A Yonkers native, Isaac Sidney Caesar (1922-2014) got his start playing saxophone and clowning around in Borscht Belt hotels. After he enlisted in the Coast Guard in 1939, the service put these skills to use, and he performed in numerous touring musical revues to bolster troop moral. On one of these Tars and Spars, the director was Max Liebman, who would later go on to help tailor his act after the war, and became his producer on television. A smash run at the Copacabana led to a William Morris contract, a national tour, a Broadway show (Make Mine Manhattan) and a booking on Milton Berle’s Texaco Star Theatre. From here he got his own show The Admiral Broadway Revue in 1949, which then led to the legendary Your Show of Shows (1950-54), Caesar’s Hour (1954-57) and a succession of other shows well into the 1960s.
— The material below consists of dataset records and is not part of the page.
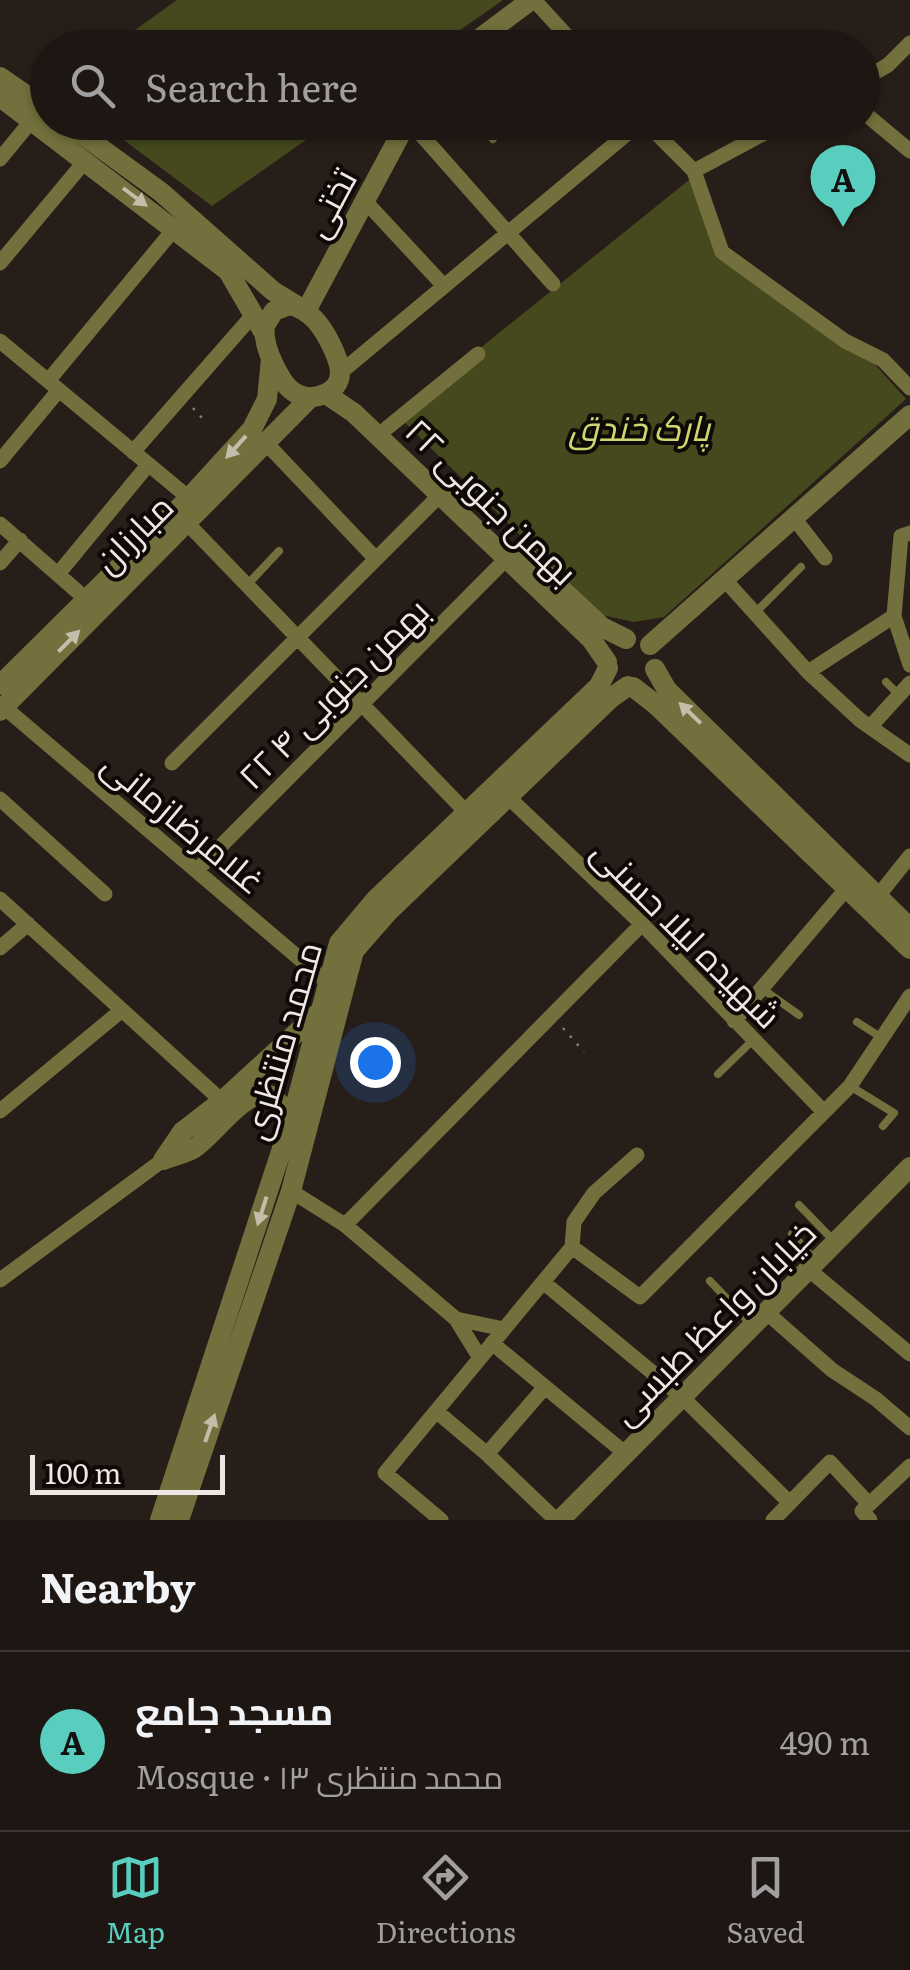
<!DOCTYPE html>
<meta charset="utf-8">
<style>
:root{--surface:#1e1613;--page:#2b2321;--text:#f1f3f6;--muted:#a19fa0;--line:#3c3533;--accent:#59cebf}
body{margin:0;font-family:Literata,Cairo,serif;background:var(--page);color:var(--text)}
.scale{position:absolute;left:30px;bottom:25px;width:195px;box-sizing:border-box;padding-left:10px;border:5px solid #eee7e3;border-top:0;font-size:28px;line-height:35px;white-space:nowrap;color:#eee7e3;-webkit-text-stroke:8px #0e0907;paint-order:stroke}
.you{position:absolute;left:375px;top:1062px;width:35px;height:35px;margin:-25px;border:8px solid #fff;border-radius:50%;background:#1a73e8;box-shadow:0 0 0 15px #1a73e833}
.badge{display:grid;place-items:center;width:65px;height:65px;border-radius:50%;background:var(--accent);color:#111;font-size:32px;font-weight:700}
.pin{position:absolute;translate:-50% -82px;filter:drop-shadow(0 2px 5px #0008)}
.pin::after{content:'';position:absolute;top:52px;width:35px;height:30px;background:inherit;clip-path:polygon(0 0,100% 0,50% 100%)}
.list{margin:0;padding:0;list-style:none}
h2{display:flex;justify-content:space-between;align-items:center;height:130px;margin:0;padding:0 40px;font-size:42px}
h2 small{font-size:32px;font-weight:400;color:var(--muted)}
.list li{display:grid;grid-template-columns:65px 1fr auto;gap:30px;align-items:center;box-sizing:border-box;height:180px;padding:0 40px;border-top:2px solid var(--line)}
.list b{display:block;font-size:38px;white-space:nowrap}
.list p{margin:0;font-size:32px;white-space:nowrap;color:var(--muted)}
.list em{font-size:32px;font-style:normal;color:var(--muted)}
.icon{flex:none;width:55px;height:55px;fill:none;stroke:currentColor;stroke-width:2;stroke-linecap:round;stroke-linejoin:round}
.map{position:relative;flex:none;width:910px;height:1520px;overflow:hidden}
.search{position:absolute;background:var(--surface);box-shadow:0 2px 8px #0004;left:30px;right:30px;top:30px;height:110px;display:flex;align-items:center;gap:25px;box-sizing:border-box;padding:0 35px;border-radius:55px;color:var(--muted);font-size:38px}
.sheet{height:310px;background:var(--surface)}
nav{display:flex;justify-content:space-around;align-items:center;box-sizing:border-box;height:140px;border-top:2px solid var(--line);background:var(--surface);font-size:28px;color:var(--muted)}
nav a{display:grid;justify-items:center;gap:5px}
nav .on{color:var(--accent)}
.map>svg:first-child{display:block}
</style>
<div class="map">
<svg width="910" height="1520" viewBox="0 0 910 1520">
<rect width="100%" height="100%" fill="#281e19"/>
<path fill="#45491d" d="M 177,0 L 503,0 L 436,47 L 111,47 Z
M 101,123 L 330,123 L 212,206 Z
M 694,176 L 718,257 L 871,360 L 906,399 L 664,617 L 634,622 L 602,615 L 397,415 Z"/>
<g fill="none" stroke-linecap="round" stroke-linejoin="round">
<path stroke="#867d79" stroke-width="2.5" stroke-dasharray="2.5 8" stroke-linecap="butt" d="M 193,408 L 202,418
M 563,1028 L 584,1052"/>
<path stroke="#73703d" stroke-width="8" d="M 478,122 L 493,139
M 247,585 L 279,551
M 755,613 L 801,567
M 886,682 L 899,695
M 761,988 L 799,1015
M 857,1022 L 882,1038
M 718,1074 L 753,1040
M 850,1086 L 894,1113 L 883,1126
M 799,1205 L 835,1242
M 792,1234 L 813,1258
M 710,1281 L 753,1326"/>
<path stroke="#73703d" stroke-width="15" d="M 534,0 L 578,48
M 862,80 L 888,65 L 910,43
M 862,111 L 910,151
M 410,122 L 553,284
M 645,122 L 694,171
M 785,122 L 694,171 L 722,252 L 845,341 L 883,360 L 910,388
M 0,159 L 32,120
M 365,201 L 444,286
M 0,263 L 86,160
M 0,341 L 189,498
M 340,373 L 641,122
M 48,381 L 175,228
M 387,428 L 478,354
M 266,443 L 376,559
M 133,452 L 254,314
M 0,461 L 59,390
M 794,518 L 825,558
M 187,523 L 466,812
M 0,524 L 86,599
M 910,533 L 901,536 L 894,616 L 910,665
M 0,563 L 20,540
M 58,574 L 148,465
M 725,580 L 808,672 L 860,720 L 910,755
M 808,672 L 894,616
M 4,707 L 327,982
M 870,727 L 910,683
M 172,763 L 441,494
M 508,797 L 642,924 L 824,1112
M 0,799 L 105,894
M 198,869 L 508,557
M 878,896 L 910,856
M 0,899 L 222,1101
M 0,948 L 28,924
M 734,1021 L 847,888
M 0,1111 L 122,1010
M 291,1191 L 345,1225 L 456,1319 L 480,1358
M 345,1225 L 642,924
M 572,1247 L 640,1297 L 850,1086 L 910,996
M 808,1269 L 910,1354
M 0,1280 L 163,1160
M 543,1282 L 682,1397 L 790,1503
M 766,1312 L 832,1370 L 876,1399 L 910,1428
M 456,1319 L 504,1329
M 492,1343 L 626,1454
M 436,1411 L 487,1454 L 556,1520
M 487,1454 L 545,1387
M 441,1520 L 385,1473 L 572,1247 L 574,1222 L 594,1193 L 637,1155
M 773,1520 L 830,1462 L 869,1504
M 870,1520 L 862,1511 L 910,1466"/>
<path stroke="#73703d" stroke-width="20" d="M 467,48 L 531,0
M 0,77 L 48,110
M 0,97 L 228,271 L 264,333
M 65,122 L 161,192 L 273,291 L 299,307
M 290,305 C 307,309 318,321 326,335 C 331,344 340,362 340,373 C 340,393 313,402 297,394 C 285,388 279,375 273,363 C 268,352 263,337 265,325 L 274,311 Z
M 306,311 L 407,122
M 326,394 L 354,413 L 591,639 L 607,662
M 521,551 L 602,627 L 626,639
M 650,645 L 910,415
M 655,669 L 667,690 L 910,928
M 0,685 L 189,498 L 252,429 L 267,399 L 271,359
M 633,687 L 655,704 L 910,949
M 0,711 L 310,398
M 163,1160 L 182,1132 L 222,1101 L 317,1014
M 163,1160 C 172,1156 184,1154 193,1149 C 212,1138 246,1087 269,1095 C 278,1099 285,1111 292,1118
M 160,1520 L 292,1118 L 339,943 L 376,899 L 599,686 L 608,668
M 179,1520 L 291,1191 L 354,951 L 389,911 L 611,698 L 628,686
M 560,1520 L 910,1167"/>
</g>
<defs><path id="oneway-solid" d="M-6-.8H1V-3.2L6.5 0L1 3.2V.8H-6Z" transform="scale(2.5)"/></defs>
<g fill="#c3bda9">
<use href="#oneway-solid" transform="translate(135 197) rotate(37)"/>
<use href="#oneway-solid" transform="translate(236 447) rotate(132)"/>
<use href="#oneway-solid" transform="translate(69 641) rotate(-45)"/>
<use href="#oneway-solid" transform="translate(690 713) rotate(-136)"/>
<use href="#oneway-solid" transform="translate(262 1211) rotate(108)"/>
<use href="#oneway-solid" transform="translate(210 1428) rotate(-71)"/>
</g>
<g text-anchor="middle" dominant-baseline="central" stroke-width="8" stroke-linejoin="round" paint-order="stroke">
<g font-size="35" fill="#eee7e3" stroke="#0e0907">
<text transform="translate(328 202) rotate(-62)">تختی</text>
<text transform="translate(493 500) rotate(44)">۲۲ بهمن جنوبی</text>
<text transform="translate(132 532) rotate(-45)">مبارزان</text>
<text transform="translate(332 692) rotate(-45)">۲۲ بهمن جنوبی ۴</text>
<text transform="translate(185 821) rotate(40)">غلامرضازمانی</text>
<text transform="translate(688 932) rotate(45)">شهیده لیلا حسنی</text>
<text transform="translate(280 1040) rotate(-74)">محمد منتظری</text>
<text transform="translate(712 1321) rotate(-45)">خیابان واعظ طبسی</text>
</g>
<g font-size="35" font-style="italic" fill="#ced76f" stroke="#0e0907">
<text x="639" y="426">پارک خندق</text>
</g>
</g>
</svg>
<div class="scale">100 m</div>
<div class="you"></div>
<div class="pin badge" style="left:843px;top:227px">A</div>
<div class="search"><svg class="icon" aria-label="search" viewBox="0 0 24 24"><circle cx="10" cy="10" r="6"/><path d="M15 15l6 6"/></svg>Search here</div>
</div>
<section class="sheet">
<h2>Nearby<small></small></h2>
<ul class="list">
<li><span class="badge">A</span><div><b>مسجد جامع</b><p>Mosque · محمد منتظری ۱۳</p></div><em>490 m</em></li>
</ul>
</section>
<nav>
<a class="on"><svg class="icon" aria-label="map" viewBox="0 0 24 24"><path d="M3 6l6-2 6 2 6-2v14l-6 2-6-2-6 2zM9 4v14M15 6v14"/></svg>Map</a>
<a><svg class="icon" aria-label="directions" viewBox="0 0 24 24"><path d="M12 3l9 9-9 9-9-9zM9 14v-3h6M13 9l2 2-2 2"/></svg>Directions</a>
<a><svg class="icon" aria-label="saved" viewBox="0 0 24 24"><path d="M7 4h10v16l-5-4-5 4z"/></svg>Saved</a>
</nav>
His stable of writers included the greatest comedy scribes in the business: Neil Simon, Woody Allen, Mel Brooks, Carl Reiner, Larry Gelbart, Selma Diamond, Mel Tolkin, et al! And his casts included the likes of Imogene Coca and Howard Morris.
After that he continued to act in tv and films (notably It’s a Mad Mad Mad Mad World, Silent Movie and Grease), among several others.
Caesar gets a whole section in my book Chain of Fools, for THERE was a highly physical comedian. Reportedly shy in real life, before a camera he’d shout, scream, lose his cool, and above all cross his eyes. He always cited the Ritz Brothers as among his biggest influences. He outlasted most them; he was 92 when he passed away.